The current paper looked at 2000-14, and compared crime rates in 11 states that adopted RTC laws during that time frame. The researchers claim it is the strongest evaluation yet, but only time, and further research, will tell. They are drawing unequivocal conclusions, though.

Meanwhile, the U.S. House of Representatives is pondering a bill to make it easier to buy silencers, and the NRA is losing its mind. Without a black Democrat in the White House to drive gun sales to record heights, sales have dropped and gun makers – whom the NRA represents best – find themselves turning to ever more desperate fearmongering. Last week, it released a scare video of maximum sleaziness, casting protesters, Trump opponents, the media and anyone else not on the crazy train as engaged in a kind of “violence of lies” that gun owners must resist with force.

It was an appalling display of dangerous, anti-social extremism – urging America’s Archie Bunkers to arm themselves for political argument.

What could go wrong? Buncha armed “good” guys, furious at “bad” ones?

The National Bureau of Economic Research report suggests an answer. First, it acknowledges that guns have defensive purpose, and that violent crime rates, in all states, have gone down. But it modeled violent crime rates in four separate analyses, comparing rates in states that expanded right-to-carry laws against historical patterns.

They concluded that rates of nonviolent crimes were 13 percent to 15 percent higher in the 10 years after the laws were adopted than they would have been without the RTC expansion. Researchers wrote, “our analysis suggests that had states avoided adoption of RTC laws, they would have experienced greater drops in violent crime. Indeed … while RTC states have now fallen below their violent crime rates of 1977 by about 9 or 10 percent, the states that did not adopt RTC laws enjoyed violent crime drops from the late 1970s of over 40 percent.”

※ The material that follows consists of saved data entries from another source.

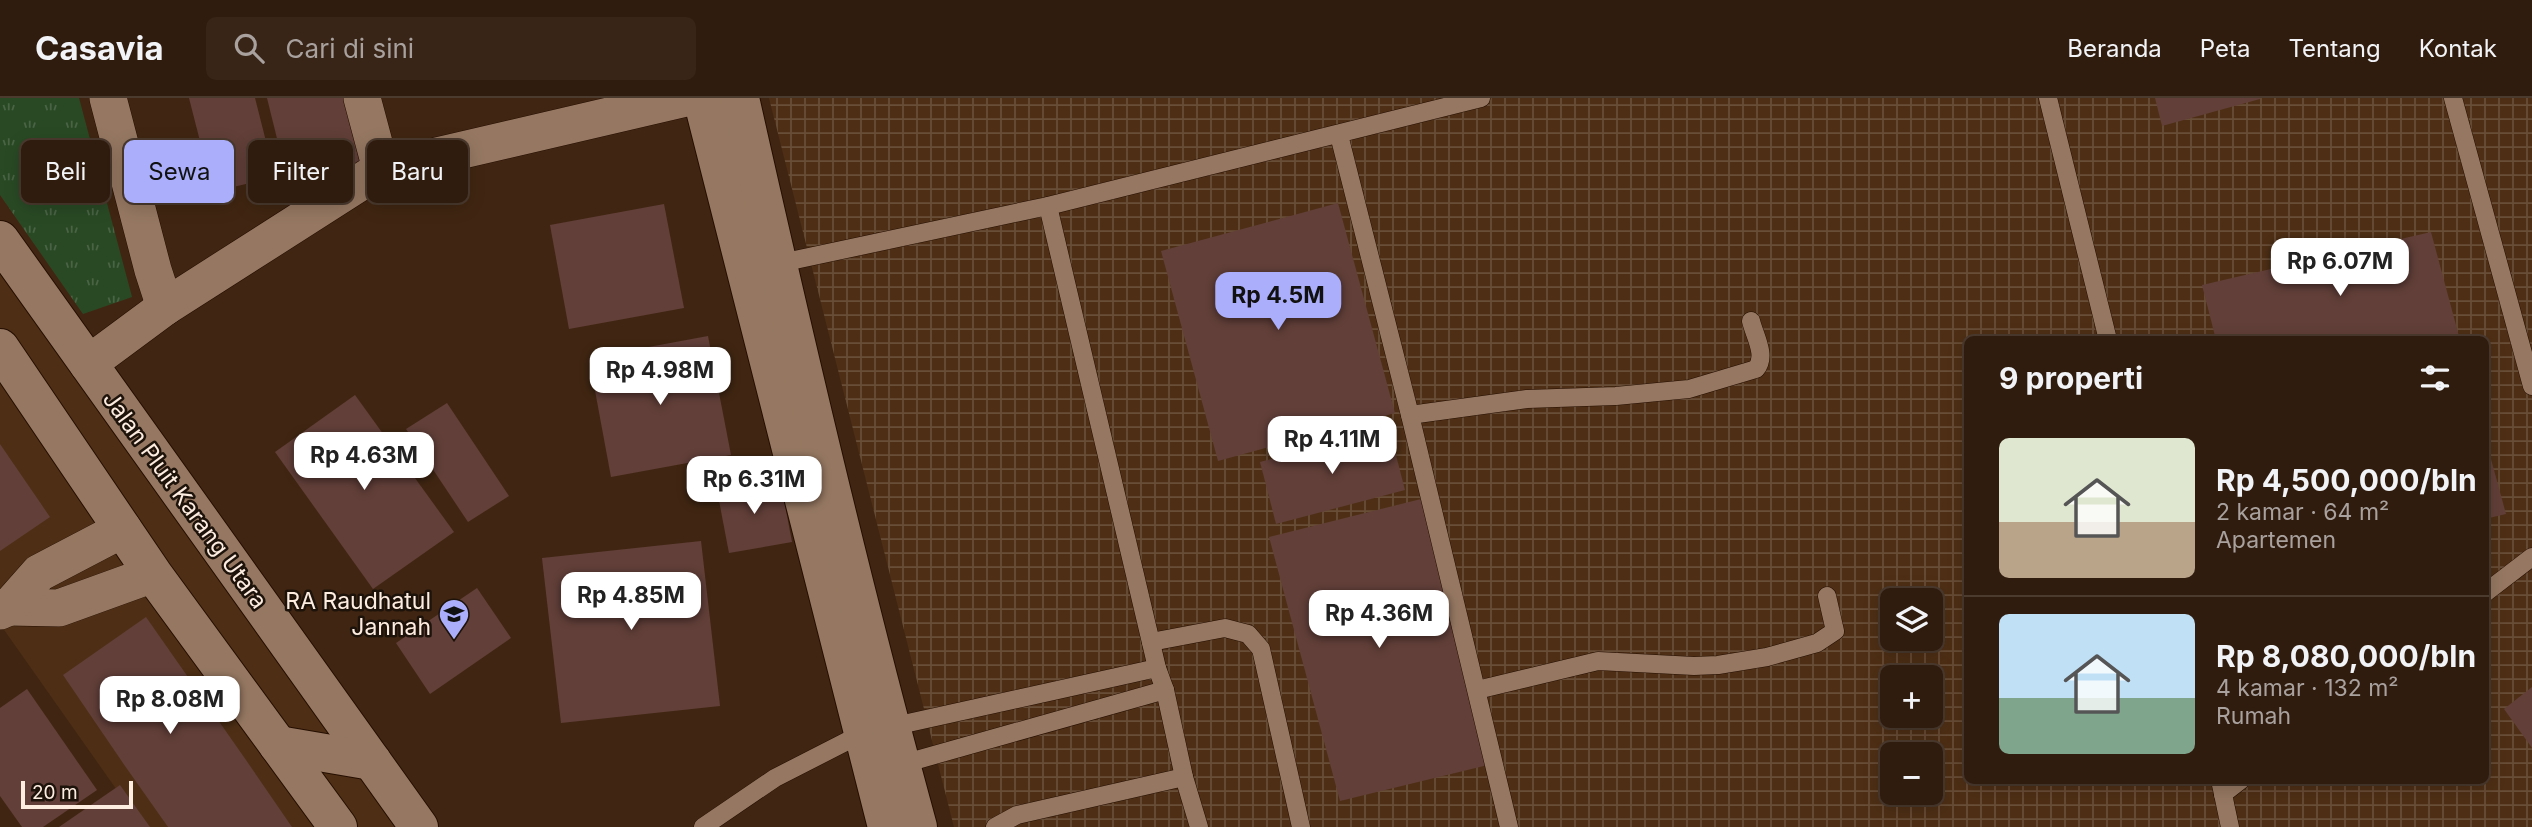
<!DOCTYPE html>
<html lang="id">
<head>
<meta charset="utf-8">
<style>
	body { margin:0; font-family:Inter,sans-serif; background:#382517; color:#f1f3f6; height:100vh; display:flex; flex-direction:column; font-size:26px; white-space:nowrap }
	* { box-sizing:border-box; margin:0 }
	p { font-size:23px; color:#a8a19e }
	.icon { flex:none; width:38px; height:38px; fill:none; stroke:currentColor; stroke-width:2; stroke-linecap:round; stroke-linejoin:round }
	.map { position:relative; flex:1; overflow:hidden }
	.sheet { position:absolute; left:1964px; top:238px; width:525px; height:448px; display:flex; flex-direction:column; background:#301c0e; border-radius:10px; box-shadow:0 4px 18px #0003,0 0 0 2px #4b3a2e }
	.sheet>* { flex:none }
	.banner { position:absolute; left:21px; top:42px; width:665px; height:63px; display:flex; gap:14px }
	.fabs { position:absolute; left:1880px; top:490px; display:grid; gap:14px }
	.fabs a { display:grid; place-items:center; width:63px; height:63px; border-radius:10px; background:#301c0e; box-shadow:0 4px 18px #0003,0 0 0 2px #4b3a2e; font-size:35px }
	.scale { position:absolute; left:21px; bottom:18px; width:112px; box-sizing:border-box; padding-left:7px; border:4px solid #fdece0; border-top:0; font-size:19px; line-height:24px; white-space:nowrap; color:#fdece0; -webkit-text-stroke:5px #1e130a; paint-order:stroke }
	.price { position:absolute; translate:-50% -60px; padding:0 16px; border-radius:14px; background:#fff; color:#222; font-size:23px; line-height:46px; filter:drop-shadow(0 2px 4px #0008) }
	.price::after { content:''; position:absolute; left:50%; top:42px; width:21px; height:16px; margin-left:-10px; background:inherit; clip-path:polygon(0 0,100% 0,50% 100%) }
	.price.current { background:#abaffb; color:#111 }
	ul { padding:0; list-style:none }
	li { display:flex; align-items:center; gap:21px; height:175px; padding:0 35px }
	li+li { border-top:2px solid #4b3a2e }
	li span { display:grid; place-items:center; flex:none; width:196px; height:140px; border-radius:10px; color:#555 }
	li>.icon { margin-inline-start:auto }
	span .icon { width:84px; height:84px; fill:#fffc; stroke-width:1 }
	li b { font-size:30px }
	h2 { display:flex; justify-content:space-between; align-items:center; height:84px; padding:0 35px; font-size:30px }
	.pill { padding:0 24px; border-radius:10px; background:#301c0e; box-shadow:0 4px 18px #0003,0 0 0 2px #4b3a2e; font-size:24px; line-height:63px }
	.pill.current { background:#abaffb; color:#111 }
	header { display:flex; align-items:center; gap:42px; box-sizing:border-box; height:98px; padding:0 35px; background:#301c0e; border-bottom:2px solid #4b3a2e }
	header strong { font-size:33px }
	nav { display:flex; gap:38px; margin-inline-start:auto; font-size:24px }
	.search { width:490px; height:63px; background:#382517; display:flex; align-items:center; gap:18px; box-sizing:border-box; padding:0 24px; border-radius:10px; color:#a8a19e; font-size:26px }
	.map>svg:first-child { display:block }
</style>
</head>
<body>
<header>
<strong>Casavia</strong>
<div class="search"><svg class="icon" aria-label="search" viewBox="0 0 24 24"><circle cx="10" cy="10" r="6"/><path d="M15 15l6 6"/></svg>Cari di sini</div>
<nav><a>Beranda</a><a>Peta</a><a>Tentang</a><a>Kontak</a></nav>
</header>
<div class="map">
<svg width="2532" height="729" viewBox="0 0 2532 729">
	<defs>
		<pattern id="industrial-grid" width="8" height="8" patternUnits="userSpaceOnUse" patternTransform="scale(1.75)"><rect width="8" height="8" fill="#4e2f15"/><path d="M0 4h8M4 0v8" fill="none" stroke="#684d37"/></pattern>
		<pattern id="park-tufts" width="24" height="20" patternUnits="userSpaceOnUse" patternTransform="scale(1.75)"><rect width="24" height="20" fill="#294924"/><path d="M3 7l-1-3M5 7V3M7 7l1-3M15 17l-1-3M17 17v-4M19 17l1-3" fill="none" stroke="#496344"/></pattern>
	</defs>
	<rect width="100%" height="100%" fill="#402612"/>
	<!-- built -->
	<polygon fill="#4e2f15" points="0,139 428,729 143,729 0,526"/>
	<!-- industrial -->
	<path fill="url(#industrial-grid)" fill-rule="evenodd" d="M769 0H2532V729H954ZM1967 242H2485V682H1967ZM1892 502H1930V541H1892ZM1892 579H1930V618H1892ZM1892 656H1930V695H1892Z"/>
	<!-- park -->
	<polygon fill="url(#park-tufts)" points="0,0 79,0 132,199 83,216 0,97"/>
	<!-- building -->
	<g fill="#623f39">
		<polygon points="189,0 255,0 275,79 213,94"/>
		<polygon points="267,0 348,0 367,74 290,93"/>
		<polygon points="2155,0 2260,0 2260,1 2162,28"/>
		<polygon points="1338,105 1395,315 1218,363 1161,153"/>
		<polygon points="664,106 684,210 569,231 550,127"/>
		<polygon points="2431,134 2460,242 2216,242 2202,187"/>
		<polygon points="708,238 731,357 611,379 589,260"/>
		<polygon points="355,297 454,434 373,491 275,354"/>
		<polygon points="447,305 509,398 468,424 406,331"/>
		<polygon points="1389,330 1405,392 1276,426 1260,364"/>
		<polygon points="2485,339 2506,416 2485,421"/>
		<polygon points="0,346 50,419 0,453"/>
		<polygon points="780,381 792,444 729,455 717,392"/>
		<polygon points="1421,401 1488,667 1340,703 1269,439"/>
		<polygon points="701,443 720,608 561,625 542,460"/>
		<polygon points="477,490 511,540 430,596 396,545"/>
		<polygon points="146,519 246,662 292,729 168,729 125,668 63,577"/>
		<polygon points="2532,589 2532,650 2504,611"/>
		<polygon points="27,591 97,692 43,729 22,729 0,698 0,610"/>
		<polygon points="120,687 150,729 59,729"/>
	</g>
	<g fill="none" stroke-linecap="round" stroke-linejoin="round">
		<!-- service casing -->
		<g stroke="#250e00" stroke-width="19">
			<g id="service">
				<polyline points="2048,0 2108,242"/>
				<polyline points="2453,0 2532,288"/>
				<polyline points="1339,37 1410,317 1509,729"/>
				<polyline points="1048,108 1157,570 1165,592 1184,679 1199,729"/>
				<polyline points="776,166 1048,108 1481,0"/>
				<path d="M1410 317 1527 301 1616 298 1689 291 1756 271C1767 258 1755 239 1751 223"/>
				<polyline points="2485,495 2532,459"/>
				<polyline points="1151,544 1225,530 1248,536 1261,551 1301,729"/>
				<polyline points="1477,592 1598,563 1694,568 1718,567 1767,559 1817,545 1835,533 1827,498"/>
				<polyline points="899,667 1165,592"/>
				<polyline points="2220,682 2230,729"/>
				<polyline points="2223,696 2241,682"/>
				<polyline points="703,729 775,680 863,635 1157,570"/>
				<polyline points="995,729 1017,717 1184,679"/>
			</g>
		</g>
		<!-- minor casing -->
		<g stroke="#250e00" stroke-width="38">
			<g id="minor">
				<polyline points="108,0 153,172 165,209"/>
				<polyline points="362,0 381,71"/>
				<polyline points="88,266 165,209 381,71 686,0"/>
				<polyline points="9,509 59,510 153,476"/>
				<polyline points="0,513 9,509 39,475 123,431"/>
			</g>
		</g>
		<!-- tertiary casing -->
		<g stroke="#250e00" stroke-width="40">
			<g id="tertiary">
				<polyline points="702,0 887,729"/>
				<path d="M740 0C795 244 852 488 918 729"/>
				<polyline points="0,142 419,729"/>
				<polyline points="0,250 153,476 338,729"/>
				<polyline points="278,647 372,663"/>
			</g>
		</g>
		<!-- service -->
		<use href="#service" stroke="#967862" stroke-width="18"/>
		<!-- minor -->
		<use href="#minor" stroke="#967862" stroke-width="37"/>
		<!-- tertiary -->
		<use href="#tertiary" stroke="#967862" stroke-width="38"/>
	</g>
	<!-- icons -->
	<defs>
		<g id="school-pin" transform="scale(1.575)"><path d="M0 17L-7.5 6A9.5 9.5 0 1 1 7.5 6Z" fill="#abaffb" stroke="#1e130a"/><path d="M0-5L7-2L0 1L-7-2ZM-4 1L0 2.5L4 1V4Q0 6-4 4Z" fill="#111"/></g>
	</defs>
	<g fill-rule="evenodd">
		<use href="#school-pin" x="454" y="516"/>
	</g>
	<g text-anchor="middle" stroke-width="5" stroke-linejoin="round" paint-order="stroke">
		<!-- street labels -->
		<g font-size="23" fill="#fdece0" stroke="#1e130a">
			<text transform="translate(185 402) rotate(54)" y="8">Jalan Pluit Karang Utara</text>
		</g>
		<!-- poi labels -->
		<g font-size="23" fill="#fdece0" stroke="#1e130a" text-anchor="end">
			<text x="431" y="511">RA Raudhatul<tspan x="431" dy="26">Jannah</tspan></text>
		</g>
	</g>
</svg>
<div class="fabs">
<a><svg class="icon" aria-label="layers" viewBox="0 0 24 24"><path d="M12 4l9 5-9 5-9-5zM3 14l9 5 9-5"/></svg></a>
<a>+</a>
<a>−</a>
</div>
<div class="scale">20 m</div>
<b class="price" style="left:2340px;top:200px">Rp 6.07M</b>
<b class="price current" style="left:1278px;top:234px">Rp 4.5M</b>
<b class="price" style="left:660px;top:309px">Rp 4.98M</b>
<b class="price" style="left:1332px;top:378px">Rp 4.11M</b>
<b class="price" style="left:364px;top:394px">Rp 4.63M</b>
<b class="price" style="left:754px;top:418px">Rp 6.31M</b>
<b class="price" style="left:631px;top:534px">Rp 4.85M</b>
<b class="price" style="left:1379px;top:552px">Rp 4.36M</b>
<b class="price" style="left:170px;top:638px">Rp 8.08M</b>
<div class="banner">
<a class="pill">Beli</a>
<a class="pill current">Sewa</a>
<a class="pill">Filter</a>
<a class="pill">Baru</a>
</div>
<section class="sheet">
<h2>9 properti<svg class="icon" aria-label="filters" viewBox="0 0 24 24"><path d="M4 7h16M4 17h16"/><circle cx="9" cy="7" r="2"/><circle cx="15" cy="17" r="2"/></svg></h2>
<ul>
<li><span style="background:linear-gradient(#dfe7d0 60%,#b9a48a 0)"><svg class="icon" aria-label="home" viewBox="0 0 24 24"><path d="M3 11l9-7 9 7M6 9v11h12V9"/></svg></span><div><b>Rp 4,500,000/bln</b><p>2 kamar · 64 m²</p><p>Apartemen</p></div></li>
<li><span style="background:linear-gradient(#bfe0f5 60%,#7fa58c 0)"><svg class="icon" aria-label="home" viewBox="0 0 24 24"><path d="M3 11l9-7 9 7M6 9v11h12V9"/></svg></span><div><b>Rp 8,080,000/bln</b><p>4 kamar · 132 m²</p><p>Rumah</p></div></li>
</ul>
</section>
</div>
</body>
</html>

The researchers offer some possible explanations. One is that, believe it or not, permit-holding gun owners sometimes commit crimes with those guns.

“George Zimmerman, the popcorn killer at a Florida movie theater who was angry at a father texting a babysitter, and the angry gas station killer (shooting a black teen for playing loud rap music) are all individuals who would likely never have killed anyone had they not had an RTC permit,” they wrote.

Another reason is that gun carrying ramps up conflict in any situation, and the practice attracts people – like angry young men, in particular – drawn to aggression, researchers wrote. And still another reason, and one that is crucial in our political debate over the way guns are sold, checked and tracked, is this: “individuals who carry guns around are a constant source of arming criminals” through theft.

“For a whole array of reasons,” Donohue told the Atlantic, “more concealed-gun-carrying outside the home pushes up violent crime.”